I need help with this question.
If the solubility of a gas in water is 6.0 g/L when the pressure of the gas above the water is 2.0 atm, what is the pressure of the gas above the water when the solubility of the gas is 3.0 g/L?
Since solubility is proportional to the pressure, wouldn't that be just half the initial P.
To solve this question, we can use Henry's Law, which states that the solubility of a gas in a liquid is directly proportional to the partial pressure of the gas above the liquid.
Henry's Law can be represented as:
S = k * P
Where:
- S is the solubility of the gas in the liquid (in g/L),
- k is the Henry's Law constant,
- P is the partial pressure of the gas above the liquid (in atm).

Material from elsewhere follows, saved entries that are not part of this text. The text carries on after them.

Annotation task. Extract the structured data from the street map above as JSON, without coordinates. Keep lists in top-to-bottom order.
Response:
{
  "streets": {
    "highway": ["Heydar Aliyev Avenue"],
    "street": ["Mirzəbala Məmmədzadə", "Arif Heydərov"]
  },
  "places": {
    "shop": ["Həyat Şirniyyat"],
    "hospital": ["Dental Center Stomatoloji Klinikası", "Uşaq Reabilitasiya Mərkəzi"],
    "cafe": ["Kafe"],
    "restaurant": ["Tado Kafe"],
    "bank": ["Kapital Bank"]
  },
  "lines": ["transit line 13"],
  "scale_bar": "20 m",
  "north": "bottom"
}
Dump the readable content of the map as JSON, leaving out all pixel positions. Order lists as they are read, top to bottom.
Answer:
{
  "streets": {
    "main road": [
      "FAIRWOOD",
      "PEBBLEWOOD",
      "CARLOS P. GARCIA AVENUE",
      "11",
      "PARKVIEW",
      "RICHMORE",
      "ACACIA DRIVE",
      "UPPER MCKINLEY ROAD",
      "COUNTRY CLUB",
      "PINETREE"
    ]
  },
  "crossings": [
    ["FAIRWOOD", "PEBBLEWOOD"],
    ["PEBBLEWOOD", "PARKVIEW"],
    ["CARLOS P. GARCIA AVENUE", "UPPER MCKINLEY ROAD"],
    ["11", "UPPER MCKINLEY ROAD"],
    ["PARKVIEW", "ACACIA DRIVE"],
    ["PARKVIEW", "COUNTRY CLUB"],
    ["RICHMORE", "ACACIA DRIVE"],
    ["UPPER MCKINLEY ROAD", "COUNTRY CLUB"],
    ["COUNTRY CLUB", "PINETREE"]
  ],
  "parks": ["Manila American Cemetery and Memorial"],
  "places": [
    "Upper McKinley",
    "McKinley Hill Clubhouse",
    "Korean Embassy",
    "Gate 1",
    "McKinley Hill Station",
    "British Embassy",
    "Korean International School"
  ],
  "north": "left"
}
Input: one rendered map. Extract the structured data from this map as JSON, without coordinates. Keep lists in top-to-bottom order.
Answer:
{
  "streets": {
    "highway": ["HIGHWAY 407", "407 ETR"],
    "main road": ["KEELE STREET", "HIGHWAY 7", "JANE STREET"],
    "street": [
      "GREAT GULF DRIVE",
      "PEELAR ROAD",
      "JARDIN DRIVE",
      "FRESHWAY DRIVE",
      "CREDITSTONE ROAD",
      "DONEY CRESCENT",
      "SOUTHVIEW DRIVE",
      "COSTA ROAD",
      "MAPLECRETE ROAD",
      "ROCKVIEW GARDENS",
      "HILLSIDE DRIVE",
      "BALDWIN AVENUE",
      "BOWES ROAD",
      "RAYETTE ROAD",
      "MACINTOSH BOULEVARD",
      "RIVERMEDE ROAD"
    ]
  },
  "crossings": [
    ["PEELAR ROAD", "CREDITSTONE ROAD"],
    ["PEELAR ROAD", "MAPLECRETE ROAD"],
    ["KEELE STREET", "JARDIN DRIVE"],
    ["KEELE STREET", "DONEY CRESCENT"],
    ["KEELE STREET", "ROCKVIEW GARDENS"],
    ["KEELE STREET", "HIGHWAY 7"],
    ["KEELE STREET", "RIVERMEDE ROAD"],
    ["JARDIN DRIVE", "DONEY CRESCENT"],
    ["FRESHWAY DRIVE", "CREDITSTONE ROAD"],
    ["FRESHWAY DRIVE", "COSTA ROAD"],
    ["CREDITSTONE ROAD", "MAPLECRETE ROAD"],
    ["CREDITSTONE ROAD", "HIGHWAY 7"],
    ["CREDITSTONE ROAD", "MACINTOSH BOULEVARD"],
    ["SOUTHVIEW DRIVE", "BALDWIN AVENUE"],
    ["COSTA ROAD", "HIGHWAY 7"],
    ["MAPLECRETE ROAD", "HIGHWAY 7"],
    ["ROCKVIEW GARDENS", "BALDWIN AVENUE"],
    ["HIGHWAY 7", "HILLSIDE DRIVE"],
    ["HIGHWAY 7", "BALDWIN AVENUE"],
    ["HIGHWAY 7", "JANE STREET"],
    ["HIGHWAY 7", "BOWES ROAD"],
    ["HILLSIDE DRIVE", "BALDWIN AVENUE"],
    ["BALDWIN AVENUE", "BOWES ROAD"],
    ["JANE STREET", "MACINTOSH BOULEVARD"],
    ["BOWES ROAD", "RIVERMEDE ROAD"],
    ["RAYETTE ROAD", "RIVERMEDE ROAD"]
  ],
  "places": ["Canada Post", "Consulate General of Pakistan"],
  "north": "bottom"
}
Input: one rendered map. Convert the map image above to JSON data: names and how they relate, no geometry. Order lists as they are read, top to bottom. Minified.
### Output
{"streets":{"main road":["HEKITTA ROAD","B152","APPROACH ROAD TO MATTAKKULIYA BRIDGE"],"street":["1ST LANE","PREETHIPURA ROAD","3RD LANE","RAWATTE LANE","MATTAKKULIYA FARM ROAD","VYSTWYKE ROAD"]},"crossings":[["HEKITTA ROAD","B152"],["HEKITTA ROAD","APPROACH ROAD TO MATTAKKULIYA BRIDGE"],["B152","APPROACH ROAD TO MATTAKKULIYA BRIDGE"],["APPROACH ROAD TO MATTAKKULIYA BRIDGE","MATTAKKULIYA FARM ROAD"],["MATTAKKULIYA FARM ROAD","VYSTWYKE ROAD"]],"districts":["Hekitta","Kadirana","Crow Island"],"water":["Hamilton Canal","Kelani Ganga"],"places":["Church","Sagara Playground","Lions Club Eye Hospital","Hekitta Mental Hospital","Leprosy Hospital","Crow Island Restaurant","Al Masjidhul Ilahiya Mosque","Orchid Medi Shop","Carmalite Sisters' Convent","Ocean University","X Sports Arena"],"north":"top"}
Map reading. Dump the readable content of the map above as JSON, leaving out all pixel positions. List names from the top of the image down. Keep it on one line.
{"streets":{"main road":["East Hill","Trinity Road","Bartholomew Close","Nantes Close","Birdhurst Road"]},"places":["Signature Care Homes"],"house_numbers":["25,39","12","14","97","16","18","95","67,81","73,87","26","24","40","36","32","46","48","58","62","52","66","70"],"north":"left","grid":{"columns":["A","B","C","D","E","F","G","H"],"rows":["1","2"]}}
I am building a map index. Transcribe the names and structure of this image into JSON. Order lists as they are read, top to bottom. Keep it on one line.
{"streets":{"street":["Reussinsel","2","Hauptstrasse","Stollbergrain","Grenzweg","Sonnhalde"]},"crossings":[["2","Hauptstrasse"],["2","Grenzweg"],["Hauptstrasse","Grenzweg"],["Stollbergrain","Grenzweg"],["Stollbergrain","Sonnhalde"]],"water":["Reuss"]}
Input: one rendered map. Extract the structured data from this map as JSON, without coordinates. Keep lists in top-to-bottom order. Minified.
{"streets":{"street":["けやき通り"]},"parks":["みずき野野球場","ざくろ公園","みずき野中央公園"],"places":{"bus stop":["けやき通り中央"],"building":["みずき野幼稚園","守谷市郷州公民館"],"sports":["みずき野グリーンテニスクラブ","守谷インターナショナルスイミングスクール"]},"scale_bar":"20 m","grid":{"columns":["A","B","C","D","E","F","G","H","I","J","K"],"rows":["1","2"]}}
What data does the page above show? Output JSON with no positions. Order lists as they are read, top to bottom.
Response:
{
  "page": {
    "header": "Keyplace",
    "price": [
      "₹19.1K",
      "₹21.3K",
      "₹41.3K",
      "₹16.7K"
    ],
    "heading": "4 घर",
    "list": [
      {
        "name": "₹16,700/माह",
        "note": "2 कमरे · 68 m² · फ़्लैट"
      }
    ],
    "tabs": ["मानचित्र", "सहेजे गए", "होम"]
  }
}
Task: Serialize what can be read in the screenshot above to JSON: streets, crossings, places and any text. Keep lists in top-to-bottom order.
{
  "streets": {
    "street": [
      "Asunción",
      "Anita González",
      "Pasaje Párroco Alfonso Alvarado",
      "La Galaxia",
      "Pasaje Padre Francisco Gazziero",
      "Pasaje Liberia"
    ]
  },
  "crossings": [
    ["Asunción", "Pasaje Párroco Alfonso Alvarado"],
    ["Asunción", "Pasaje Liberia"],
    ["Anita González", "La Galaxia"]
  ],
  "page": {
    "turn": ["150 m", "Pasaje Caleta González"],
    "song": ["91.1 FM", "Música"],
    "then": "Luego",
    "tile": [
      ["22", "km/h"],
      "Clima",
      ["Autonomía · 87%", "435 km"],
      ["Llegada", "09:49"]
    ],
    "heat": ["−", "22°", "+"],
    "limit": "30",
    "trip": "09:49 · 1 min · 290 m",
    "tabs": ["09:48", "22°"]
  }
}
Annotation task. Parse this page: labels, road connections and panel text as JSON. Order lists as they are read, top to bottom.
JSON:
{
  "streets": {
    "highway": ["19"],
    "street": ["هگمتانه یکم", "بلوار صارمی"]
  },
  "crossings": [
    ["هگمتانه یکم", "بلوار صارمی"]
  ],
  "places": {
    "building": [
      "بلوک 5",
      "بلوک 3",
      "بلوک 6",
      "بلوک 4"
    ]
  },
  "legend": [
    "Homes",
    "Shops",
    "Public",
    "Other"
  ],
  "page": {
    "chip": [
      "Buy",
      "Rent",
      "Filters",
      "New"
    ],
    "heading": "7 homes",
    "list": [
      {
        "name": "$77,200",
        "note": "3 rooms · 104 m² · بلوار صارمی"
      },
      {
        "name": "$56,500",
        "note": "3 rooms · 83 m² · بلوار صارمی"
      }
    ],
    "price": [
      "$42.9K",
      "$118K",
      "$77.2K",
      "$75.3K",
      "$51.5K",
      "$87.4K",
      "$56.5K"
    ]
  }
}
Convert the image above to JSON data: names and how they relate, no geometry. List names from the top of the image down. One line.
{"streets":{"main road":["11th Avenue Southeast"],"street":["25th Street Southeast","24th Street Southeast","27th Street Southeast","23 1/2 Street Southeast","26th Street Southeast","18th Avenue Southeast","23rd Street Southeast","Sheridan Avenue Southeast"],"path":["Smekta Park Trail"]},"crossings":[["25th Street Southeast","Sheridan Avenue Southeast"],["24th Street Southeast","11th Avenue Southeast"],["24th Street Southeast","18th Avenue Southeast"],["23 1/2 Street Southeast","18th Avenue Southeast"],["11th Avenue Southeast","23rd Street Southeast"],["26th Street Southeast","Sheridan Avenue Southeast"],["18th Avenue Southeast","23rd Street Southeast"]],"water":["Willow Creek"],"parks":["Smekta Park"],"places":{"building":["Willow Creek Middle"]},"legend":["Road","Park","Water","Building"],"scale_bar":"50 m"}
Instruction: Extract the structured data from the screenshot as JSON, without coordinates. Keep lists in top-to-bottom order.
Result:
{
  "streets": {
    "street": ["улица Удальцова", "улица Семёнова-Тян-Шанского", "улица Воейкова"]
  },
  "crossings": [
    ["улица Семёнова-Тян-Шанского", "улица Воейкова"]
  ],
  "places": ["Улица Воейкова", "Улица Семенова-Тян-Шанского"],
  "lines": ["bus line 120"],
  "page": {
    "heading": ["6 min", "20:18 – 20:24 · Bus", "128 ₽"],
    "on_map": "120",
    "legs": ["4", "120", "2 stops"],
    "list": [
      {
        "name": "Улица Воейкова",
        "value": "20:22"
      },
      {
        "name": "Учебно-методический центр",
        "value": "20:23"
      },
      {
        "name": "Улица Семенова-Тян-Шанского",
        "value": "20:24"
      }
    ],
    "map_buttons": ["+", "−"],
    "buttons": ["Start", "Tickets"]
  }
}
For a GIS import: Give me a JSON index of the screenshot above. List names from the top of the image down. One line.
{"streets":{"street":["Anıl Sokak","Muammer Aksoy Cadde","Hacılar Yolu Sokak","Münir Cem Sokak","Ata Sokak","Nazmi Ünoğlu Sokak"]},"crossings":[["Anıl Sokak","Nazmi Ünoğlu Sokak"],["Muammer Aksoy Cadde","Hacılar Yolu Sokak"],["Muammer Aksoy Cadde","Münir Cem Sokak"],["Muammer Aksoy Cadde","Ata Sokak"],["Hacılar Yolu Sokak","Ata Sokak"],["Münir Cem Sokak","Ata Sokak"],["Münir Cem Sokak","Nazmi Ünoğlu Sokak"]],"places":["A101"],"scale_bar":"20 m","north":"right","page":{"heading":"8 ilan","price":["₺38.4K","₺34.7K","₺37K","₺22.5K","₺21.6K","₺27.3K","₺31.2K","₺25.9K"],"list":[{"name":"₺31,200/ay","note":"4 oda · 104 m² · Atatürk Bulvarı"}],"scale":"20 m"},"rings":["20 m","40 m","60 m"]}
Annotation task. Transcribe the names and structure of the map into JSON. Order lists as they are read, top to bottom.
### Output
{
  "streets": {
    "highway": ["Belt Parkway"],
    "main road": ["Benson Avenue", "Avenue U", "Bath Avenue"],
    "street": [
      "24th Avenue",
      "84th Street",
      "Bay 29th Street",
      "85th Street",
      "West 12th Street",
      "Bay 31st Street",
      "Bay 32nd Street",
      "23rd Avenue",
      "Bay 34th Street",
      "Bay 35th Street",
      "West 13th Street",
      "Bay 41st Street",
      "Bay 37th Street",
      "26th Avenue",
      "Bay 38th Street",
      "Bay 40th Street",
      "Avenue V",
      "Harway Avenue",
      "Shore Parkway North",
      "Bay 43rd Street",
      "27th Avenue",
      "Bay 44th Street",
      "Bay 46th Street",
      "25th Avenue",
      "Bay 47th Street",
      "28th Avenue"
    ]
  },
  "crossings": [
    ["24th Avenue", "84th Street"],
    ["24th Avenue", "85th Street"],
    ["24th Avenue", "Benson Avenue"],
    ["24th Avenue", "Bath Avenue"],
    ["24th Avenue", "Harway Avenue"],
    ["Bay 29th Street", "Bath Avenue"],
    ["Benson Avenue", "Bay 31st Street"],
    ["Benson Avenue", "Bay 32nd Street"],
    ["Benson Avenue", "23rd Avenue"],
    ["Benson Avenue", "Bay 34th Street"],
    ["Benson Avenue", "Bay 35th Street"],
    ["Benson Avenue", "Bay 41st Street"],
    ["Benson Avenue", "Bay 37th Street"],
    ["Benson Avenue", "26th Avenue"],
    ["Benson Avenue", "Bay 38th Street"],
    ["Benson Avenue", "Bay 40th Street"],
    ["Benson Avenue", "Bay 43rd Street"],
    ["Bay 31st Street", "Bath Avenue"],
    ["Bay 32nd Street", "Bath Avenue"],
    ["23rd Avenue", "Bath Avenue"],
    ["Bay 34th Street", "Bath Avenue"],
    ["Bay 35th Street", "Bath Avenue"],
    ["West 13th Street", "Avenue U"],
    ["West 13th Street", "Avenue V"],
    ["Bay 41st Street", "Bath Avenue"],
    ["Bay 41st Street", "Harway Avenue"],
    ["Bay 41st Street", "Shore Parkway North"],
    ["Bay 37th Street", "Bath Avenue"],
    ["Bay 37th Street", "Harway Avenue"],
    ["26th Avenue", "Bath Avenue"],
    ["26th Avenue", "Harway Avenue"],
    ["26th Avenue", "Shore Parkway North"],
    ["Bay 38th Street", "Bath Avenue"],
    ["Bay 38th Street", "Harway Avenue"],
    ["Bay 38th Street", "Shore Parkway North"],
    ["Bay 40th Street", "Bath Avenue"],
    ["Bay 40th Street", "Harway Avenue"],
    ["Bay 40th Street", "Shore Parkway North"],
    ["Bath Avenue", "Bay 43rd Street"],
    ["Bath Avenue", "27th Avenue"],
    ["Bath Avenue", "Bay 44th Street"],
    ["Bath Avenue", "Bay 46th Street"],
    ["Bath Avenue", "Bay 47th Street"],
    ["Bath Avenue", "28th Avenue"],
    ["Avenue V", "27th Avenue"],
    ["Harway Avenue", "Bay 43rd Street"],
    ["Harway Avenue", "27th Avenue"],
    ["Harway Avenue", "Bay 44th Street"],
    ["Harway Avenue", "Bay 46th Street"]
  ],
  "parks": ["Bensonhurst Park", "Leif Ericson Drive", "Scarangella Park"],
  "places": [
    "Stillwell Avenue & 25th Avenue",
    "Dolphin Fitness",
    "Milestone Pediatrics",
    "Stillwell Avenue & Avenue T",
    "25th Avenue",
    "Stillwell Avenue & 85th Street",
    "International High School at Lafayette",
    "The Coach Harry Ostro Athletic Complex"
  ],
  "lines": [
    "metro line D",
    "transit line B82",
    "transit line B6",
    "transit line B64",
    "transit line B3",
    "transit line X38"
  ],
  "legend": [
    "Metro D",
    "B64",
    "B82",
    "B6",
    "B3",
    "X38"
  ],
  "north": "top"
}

We are given that when the solubility is 6.0 g/L, the pressure is 2.0 atm. Let's denote these values as S₁ and P₁ respectively.
S₁ = 6.0 g/L
P₁ = 2.0 atm
Now, we need to find the pressure (P₂) when the solubility is 3.0 g/L, denoted as S₂.
S₂ = 3.0 g/L
By rearranging the equation, we can solve for P₂:
P₂ = (S₂ / S₁) * P₁
Plugging in the values we have:
P₂ = (3.0 g/L / 6.0 g/L) * 2.0 atm
P₂ = 1.0 * 2.0 atm
P₂ = 2.0 atm
Therefore, the pressure of the gas above the water when the solubility of the gas is 3.0 g/L is 2.0 atm.